The issue with these kinds of things is that it is really really easy to get out of sync. If we did something like this it would need to be automated in some way…
Really? So the standard way to understand which functions are included in my app by default is really to check them one by one? The other way, of course, is trust the system.
It is just to say that this discussion was started, not by me, because of a lack of (easy browsable) information and there are more than 2 users out there with this question. I agree that perfection does not exist, but I think that the answer to the question “why is this dependency here?” cannot be just “find it out yourself”
Adding a page to the guides for “default dependencies” still doesn’t solve the “go figure it out” problem (since we cannot have inline comments in JSON that point you to the guides).
I think most folks don’t care, what they want is a working system. For folks that do care, looking at the README’s of the packages seems perfectly reasonable and is a skill that will be useful far beyond the Ember ecosystem…
I got your point. I would agree 100% only if the dependencies list was none of my business.

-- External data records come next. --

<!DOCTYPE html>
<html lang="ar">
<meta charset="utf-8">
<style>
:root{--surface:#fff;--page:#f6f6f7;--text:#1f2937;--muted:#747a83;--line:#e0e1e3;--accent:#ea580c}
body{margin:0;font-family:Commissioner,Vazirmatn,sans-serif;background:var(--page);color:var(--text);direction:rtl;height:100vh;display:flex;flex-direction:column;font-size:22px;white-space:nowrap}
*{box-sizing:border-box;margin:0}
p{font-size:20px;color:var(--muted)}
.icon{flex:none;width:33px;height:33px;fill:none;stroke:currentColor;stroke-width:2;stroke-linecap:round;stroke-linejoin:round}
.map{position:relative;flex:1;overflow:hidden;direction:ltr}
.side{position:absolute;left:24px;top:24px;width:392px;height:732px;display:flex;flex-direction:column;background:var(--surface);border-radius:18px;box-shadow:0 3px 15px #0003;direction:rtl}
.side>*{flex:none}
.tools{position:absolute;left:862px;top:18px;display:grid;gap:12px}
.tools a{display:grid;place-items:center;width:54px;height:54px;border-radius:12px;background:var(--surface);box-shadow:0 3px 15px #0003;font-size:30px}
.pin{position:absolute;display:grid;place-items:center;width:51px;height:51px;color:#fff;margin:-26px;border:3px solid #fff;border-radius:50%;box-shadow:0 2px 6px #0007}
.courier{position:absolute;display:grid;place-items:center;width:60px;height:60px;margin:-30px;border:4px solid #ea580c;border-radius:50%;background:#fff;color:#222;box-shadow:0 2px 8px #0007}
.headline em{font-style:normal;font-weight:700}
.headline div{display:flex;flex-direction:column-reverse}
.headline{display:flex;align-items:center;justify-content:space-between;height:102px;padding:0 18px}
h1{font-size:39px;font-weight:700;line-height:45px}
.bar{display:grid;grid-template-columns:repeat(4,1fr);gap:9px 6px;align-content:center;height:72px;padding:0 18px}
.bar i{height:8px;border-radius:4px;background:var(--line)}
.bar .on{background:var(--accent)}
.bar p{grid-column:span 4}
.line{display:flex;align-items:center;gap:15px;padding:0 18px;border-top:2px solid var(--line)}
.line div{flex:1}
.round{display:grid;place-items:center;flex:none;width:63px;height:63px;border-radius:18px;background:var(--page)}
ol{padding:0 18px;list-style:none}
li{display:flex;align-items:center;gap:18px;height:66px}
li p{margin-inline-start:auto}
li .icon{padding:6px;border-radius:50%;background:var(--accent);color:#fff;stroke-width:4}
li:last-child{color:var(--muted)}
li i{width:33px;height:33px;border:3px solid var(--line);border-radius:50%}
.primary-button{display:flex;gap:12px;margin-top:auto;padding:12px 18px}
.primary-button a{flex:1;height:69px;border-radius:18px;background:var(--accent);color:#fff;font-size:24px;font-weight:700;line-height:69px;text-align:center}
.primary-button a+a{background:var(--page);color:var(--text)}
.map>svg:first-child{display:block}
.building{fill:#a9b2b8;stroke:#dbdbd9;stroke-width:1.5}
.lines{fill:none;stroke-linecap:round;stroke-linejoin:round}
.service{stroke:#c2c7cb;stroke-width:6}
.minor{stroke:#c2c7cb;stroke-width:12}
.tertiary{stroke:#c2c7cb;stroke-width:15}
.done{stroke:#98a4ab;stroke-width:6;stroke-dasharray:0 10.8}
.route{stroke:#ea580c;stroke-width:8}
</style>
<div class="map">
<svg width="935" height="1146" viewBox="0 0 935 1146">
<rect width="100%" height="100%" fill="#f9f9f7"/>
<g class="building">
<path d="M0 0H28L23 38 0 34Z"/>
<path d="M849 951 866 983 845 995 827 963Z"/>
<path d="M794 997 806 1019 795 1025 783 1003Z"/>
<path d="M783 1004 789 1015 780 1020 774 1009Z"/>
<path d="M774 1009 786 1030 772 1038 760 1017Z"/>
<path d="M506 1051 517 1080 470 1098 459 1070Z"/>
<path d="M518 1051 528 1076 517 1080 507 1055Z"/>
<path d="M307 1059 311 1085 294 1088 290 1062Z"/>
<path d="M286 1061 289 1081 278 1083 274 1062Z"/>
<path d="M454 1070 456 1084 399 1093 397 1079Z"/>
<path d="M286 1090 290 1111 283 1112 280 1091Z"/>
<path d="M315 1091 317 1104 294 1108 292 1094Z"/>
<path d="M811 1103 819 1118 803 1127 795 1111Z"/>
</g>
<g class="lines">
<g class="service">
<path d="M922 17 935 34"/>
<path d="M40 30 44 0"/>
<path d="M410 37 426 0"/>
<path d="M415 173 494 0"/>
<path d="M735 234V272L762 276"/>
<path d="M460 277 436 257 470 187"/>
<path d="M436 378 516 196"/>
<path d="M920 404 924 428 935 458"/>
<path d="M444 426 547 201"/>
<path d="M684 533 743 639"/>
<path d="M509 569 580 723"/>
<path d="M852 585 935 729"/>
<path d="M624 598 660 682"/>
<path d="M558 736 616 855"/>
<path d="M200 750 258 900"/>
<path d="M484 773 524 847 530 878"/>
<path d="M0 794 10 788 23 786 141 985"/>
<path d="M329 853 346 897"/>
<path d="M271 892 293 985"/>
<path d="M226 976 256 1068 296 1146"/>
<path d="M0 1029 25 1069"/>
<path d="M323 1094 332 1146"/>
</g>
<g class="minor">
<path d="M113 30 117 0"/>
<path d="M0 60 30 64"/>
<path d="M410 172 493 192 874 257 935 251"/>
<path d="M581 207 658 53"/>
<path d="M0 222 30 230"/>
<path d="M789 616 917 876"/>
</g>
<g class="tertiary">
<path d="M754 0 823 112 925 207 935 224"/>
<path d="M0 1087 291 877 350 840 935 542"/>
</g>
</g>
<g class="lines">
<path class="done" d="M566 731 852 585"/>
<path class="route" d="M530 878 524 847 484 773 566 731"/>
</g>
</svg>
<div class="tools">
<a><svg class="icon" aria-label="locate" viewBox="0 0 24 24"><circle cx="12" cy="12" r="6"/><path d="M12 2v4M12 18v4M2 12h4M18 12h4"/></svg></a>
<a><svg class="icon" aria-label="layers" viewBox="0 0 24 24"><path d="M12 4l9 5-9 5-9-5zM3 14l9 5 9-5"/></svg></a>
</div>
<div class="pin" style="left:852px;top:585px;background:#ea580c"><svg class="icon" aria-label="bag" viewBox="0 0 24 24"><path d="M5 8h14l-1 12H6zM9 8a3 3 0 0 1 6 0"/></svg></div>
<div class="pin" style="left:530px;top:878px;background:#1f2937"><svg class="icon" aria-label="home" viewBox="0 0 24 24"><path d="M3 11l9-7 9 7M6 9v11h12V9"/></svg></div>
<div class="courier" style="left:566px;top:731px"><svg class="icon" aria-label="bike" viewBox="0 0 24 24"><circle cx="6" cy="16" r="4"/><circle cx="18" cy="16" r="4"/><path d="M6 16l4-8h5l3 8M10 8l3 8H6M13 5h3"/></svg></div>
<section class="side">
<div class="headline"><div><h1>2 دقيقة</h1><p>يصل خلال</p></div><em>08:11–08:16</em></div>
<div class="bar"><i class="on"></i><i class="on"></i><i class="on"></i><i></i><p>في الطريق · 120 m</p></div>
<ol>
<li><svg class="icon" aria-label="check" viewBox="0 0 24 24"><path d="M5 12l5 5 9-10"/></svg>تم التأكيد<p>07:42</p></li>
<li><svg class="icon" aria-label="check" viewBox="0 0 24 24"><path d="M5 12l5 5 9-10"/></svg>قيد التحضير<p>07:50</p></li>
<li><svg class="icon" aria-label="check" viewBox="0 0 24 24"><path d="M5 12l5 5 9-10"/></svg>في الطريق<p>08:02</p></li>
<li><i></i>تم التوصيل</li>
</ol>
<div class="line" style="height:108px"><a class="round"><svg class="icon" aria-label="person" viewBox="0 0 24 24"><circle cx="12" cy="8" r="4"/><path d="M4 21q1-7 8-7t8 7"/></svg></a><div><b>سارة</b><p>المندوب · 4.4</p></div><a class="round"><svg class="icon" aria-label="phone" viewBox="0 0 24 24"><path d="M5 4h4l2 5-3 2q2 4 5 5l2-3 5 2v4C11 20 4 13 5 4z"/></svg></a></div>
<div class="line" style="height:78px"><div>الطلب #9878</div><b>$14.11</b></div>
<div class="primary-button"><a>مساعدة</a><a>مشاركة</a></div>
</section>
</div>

Since this is true, I have to be instructed about how to do that. I searched on internet any kind of information about these app dependencies last year and at the end I gave up. I did not think about opening the README files, that makes me a bad programmer maybe, but the place from where I started the search was the ember documentation.
If most folks don’t care there the whole idea of “let the user manage it” it’s pointless. And still, if this list is there for the few who cares, those few should find instructions in the same place where all other informations are collected and easy browsable: the ember docs.
This is just my idea, of course we don’t all agree and we don’t even have to. The important thing is that now, at least for the ones who followed this discussion, the situation is clear.
This makes me sad. I took it as “it’s just you” and “not a big deal to us”, while I’m sure that all folks new to ember would have the same question. It just highlights ember’s issue with (some) documentation for on-boarding new people (who might be new to node too).
How would it not? I think what @ef4 posted would be enough, maybe with links to the README for more info. It would at least get you off the ground with what’s what, with a nice path for more details. Expecting people to know that the following gives you this information is a bit much.
This is not how I intended it, though I realize that doesn’t matter much.
Because unless you happened to be reading through the guides, you would still have nothing pointing you at the documentation.
As I mentioned above this seems totally fine, as long as we can ensure that the guides page is generated automatically (so that it does not get out of sync).
The same thing can be said for all other topics i guess? I don’t need to be “pointed at” the documentation, of course when I dont know something i search it there, or google it. But again, that’s just me.
To keep the sync is as simple as updating the doc everytime the dep list is updated. I think that the automation could be a good idea, just maybe a little too complex for such an issue.